> **EXERCISE BRIEF**:
Lines in the listing below that include the word "Laila" need to be copied.

> **RECORDS FOR THE TASK**:
#####
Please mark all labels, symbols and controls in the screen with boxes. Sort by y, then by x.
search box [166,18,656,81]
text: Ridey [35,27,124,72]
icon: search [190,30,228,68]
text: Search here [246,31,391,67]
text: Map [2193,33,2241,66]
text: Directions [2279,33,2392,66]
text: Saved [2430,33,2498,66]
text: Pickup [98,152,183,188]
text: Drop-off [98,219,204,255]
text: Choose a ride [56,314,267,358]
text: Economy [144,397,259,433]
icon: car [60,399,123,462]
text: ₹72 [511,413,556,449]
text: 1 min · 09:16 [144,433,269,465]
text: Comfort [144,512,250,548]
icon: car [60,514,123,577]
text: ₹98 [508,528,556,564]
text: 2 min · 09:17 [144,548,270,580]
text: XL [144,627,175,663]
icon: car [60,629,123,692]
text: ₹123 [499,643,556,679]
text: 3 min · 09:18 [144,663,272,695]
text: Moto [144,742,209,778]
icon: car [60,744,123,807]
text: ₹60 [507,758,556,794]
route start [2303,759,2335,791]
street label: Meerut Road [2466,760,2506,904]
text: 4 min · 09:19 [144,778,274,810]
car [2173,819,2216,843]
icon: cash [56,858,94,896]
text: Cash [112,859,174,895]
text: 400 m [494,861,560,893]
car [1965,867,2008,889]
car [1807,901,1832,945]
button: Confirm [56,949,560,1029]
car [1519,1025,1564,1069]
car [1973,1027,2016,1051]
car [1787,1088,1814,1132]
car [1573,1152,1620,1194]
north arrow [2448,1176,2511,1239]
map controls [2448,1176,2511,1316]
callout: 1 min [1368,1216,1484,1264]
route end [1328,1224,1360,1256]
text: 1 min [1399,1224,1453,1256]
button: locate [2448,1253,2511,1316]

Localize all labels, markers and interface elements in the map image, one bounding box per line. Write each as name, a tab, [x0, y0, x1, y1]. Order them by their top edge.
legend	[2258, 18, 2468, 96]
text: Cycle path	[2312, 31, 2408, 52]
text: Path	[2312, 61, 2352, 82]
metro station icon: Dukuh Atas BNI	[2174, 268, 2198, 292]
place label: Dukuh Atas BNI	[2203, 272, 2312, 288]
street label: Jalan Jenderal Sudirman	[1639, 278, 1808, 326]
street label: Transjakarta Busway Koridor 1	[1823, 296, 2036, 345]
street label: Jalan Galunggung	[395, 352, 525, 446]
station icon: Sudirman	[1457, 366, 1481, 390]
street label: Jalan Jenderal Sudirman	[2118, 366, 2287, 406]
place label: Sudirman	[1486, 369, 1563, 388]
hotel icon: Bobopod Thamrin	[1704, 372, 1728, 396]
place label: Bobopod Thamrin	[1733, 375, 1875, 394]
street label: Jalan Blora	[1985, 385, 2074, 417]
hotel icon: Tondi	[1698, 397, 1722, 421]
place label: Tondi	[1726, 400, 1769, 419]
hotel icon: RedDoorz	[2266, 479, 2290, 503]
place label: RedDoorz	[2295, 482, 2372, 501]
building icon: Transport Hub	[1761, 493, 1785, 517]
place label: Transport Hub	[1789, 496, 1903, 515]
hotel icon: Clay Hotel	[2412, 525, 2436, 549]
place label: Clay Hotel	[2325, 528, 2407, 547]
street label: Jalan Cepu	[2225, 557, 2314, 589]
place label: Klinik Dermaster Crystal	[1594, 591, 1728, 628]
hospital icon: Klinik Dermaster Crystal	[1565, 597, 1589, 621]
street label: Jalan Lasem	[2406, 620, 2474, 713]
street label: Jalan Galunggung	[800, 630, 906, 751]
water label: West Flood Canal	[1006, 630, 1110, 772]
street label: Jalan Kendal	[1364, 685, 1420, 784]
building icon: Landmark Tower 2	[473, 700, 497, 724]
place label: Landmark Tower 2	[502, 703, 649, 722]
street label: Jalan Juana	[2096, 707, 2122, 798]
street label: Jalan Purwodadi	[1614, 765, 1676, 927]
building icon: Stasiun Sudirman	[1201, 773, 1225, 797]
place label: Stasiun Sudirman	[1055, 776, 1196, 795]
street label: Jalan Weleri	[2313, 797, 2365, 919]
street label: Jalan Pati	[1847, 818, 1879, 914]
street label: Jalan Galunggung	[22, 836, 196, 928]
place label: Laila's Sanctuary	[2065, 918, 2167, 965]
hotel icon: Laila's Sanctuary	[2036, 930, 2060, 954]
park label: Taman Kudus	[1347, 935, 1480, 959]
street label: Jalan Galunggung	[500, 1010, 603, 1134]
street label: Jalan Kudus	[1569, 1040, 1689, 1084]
#####
> **ANSWER FOR THIS EXERCISE**:
place label: Laila's Sanctuary	[2065, 918, 2167, 965]
hotel icon: Laila's Sanctuary	[2036, 930, 2060, 954]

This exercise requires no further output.